• Aim of the task
Output the data below in full, character for character.

• Information supplied
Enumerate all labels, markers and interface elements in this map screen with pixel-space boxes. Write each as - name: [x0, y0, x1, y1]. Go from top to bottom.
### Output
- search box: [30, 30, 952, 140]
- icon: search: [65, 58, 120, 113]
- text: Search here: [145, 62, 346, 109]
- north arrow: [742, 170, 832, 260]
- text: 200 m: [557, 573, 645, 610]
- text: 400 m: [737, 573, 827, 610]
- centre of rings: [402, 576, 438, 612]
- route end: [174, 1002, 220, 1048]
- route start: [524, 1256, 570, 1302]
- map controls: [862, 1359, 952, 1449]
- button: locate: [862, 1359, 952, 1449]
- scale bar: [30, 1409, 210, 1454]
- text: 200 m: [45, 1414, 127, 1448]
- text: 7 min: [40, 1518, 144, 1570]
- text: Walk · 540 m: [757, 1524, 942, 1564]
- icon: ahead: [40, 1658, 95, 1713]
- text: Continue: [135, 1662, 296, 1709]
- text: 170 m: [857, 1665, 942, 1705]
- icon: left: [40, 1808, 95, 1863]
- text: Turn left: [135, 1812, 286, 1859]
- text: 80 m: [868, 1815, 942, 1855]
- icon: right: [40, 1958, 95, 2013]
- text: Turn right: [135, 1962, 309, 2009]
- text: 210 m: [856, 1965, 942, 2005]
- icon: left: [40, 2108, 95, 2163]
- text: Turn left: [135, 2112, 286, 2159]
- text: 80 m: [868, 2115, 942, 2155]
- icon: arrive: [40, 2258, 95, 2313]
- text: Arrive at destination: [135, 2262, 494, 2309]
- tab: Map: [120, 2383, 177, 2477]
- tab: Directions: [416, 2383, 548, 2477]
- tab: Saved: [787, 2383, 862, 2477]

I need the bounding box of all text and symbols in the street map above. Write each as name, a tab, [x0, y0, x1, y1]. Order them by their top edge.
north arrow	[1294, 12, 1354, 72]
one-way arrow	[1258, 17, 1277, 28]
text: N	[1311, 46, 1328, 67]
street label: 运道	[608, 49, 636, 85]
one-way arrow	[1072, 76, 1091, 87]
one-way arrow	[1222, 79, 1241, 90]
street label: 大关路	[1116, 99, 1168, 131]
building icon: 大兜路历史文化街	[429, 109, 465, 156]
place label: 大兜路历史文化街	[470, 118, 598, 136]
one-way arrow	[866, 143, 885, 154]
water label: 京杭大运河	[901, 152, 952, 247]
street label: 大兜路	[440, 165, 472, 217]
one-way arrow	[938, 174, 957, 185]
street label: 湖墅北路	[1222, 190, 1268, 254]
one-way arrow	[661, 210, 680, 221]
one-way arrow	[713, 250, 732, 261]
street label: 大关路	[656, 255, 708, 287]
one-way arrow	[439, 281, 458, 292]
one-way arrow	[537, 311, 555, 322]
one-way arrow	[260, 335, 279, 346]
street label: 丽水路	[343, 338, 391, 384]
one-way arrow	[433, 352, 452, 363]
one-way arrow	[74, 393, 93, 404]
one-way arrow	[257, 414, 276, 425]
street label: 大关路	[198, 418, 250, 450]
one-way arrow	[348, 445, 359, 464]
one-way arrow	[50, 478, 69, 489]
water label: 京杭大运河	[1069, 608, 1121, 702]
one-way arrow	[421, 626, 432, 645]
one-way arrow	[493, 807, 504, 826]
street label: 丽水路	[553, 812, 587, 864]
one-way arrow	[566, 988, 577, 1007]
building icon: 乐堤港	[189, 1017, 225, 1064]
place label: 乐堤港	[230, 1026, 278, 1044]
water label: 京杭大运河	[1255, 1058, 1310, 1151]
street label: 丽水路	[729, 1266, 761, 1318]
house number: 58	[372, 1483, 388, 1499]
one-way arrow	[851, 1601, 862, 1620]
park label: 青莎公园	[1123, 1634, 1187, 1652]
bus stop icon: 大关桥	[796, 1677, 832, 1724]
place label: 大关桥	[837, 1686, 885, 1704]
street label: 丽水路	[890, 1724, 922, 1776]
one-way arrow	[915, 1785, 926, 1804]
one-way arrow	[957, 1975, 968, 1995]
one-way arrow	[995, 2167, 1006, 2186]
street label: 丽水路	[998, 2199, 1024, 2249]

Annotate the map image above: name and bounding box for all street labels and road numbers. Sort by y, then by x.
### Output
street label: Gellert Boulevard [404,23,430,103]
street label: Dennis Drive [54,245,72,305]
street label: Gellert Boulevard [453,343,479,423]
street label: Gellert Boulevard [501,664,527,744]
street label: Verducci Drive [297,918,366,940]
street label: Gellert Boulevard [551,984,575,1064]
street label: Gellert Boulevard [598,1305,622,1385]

• Response area
Enumerate all labels, markers and interface elements in this map screen with pixel-space boxes. Write each as - name: [x0, y0, x1, y1]. Go from top to bottom.
### Output
- search box: [30, 30, 952, 140]
- icon: search: [65, 58, 120, 113]
- text: Search here: [145, 62, 346, 109]
- north arrow: [742, 170, 832, 260]
- text: 200 m: [557, 573, 645, 610]
- text: 400 m: [737, 573, 827, 610]
- centre of rings: [402, 576, 438, 612]
- route end: [174, 1002, 220, 1048]
- route start: [524, 1256, 570, 1302]
- map controls: [862, 1359, 952, 1449]
- button: locate: [862, 1359, 952, 1449]
- scale bar: [30, 1409, 210, 1454]
- text: 200 m: [45, 1414, 127, 1448]
- text: 7 min: [40, 1518, 144, 1570]
- text: Walk · 540 m: [757, 1524, 942, 1564]
- icon: ahead: [40, 1658, 95, 1713]
- text: Continue: [135, 1662, 296, 1709]
- text: 170 m: [857, 1665, 942, 1705]
- icon: left: [40, 1808, 95, 1863]
- text: Turn left: [135, 1812, 286, 1859]
- text: 80 m: [868, 1815, 942, 1855]
- icon: right: [40, 1958, 95, 2013]
- text: Turn right: [135, 1962, 309, 2009]
- text: 210 m: [856, 1965, 942, 2005]
- icon: left: [40, 2108, 95, 2163]
- text: Turn left: [135, 2112, 286, 2159]
- text: 80 m: [868, 2115, 942, 2155]
- icon: arrive: [40, 2258, 95, 2313]
- text: Arrive at destination: [135, 2262, 494, 2309]
- tab: Map: [120, 2383, 177, 2477]
- tab: Directions: [416, 2383, 548, 2477]
- tab: Saved: [787, 2383, 862, 2477]

I need the bounding box of all text and symbols in the street map above. Write each as name, a tab, [x0, y0, x1, y1]. Order them by their top edge.
north arrow	[1294, 12, 1354, 72]
one-way arrow	[1258, 17, 1277, 28]
text: N	[1311, 46, 1328, 67]
street label: 运道	[608, 49, 636, 85]
one-way arrow	[1072, 76, 1091, 87]
one-way arrow	[1222, 79, 1241, 90]
street label: 大关路	[1116, 99, 1168, 131]
building icon: 大兜路历史文化街	[429, 109, 465, 156]
place label: 大兜路历史文化街	[470, 118, 598, 136]
one-way arrow	[866, 143, 885, 154]
water label: 京杭大运河	[901, 152, 952, 247]
street label: 大兜路	[440, 165, 472, 217]
one-way arrow	[938, 174, 957, 185]
street label: 湖墅北路	[1222, 190, 1268, 254]
one-way arrow	[661, 210, 680, 221]
one-way arrow	[713, 250, 732, 261]
street label: 大关路	[656, 255, 708, 287]
one-way arrow	[439, 281, 458, 292]
one-way arrow	[537, 311, 555, 322]
one-way arrow	[260, 335, 279, 346]
street label: 丽水路	[343, 338, 391, 384]
one-way arrow	[433, 352, 452, 363]
one-way arrow	[74, 393, 93, 404]
one-way arrow	[257, 414, 276, 425]
street label: 大关路	[198, 418, 250, 450]
one-way arrow	[348, 445, 359, 464]
one-way arrow	[50, 478, 69, 489]
water label: 京杭大运河	[1069, 608, 1121, 702]
one-way arrow	[421, 626, 432, 645]
one-way arrow	[493, 807, 504, 826]
street label: 丽水路	[553, 812, 587, 864]
one-way arrow	[566, 988, 577, 1007]
building icon: 乐堤港	[189, 1017, 225, 1064]
place label: 乐堤港	[230, 1026, 278, 1044]
water label: 京杭大运河	[1255, 1058, 1310, 1151]
street label: 丽水路	[729, 1266, 761, 1318]
house number: 58	[372, 1483, 388, 1499]
one-way arrow	[851, 1601, 862, 1620]
park label: 青莎公园	[1123, 1634, 1187, 1652]
bus stop icon: 大关桥	[796, 1677, 832, 1724]
place label: 大关桥	[837, 1686, 885, 1704]
street label: 丽水路	[890, 1724, 922, 1776]
one-way arrow	[915, 1785, 926, 1804]
one-way arrow	[957, 1975, 968, 1995]
one-way arrow	[995, 2167, 1006, 2186]
street label: 丽水路	[998, 2199, 1024, 2249]

Annotate the map image above: name and bounding box for all street labels and road numbers. Sort by y, then by x.
### Output
street label: Gellert Boulevard [404,23,430,103]
street label: Dennis Drive [54,245,72,305]
street label: Gellert Boulevard [453,343,479,423]
street label: Gellert Boulevard [501,664,527,744]
street label: Verducci Drive [297,918,366,940]
street label: Gellert Boulevard [551,984,575,1064]
street label: Gellert Boulevard [598,1305,622,1385]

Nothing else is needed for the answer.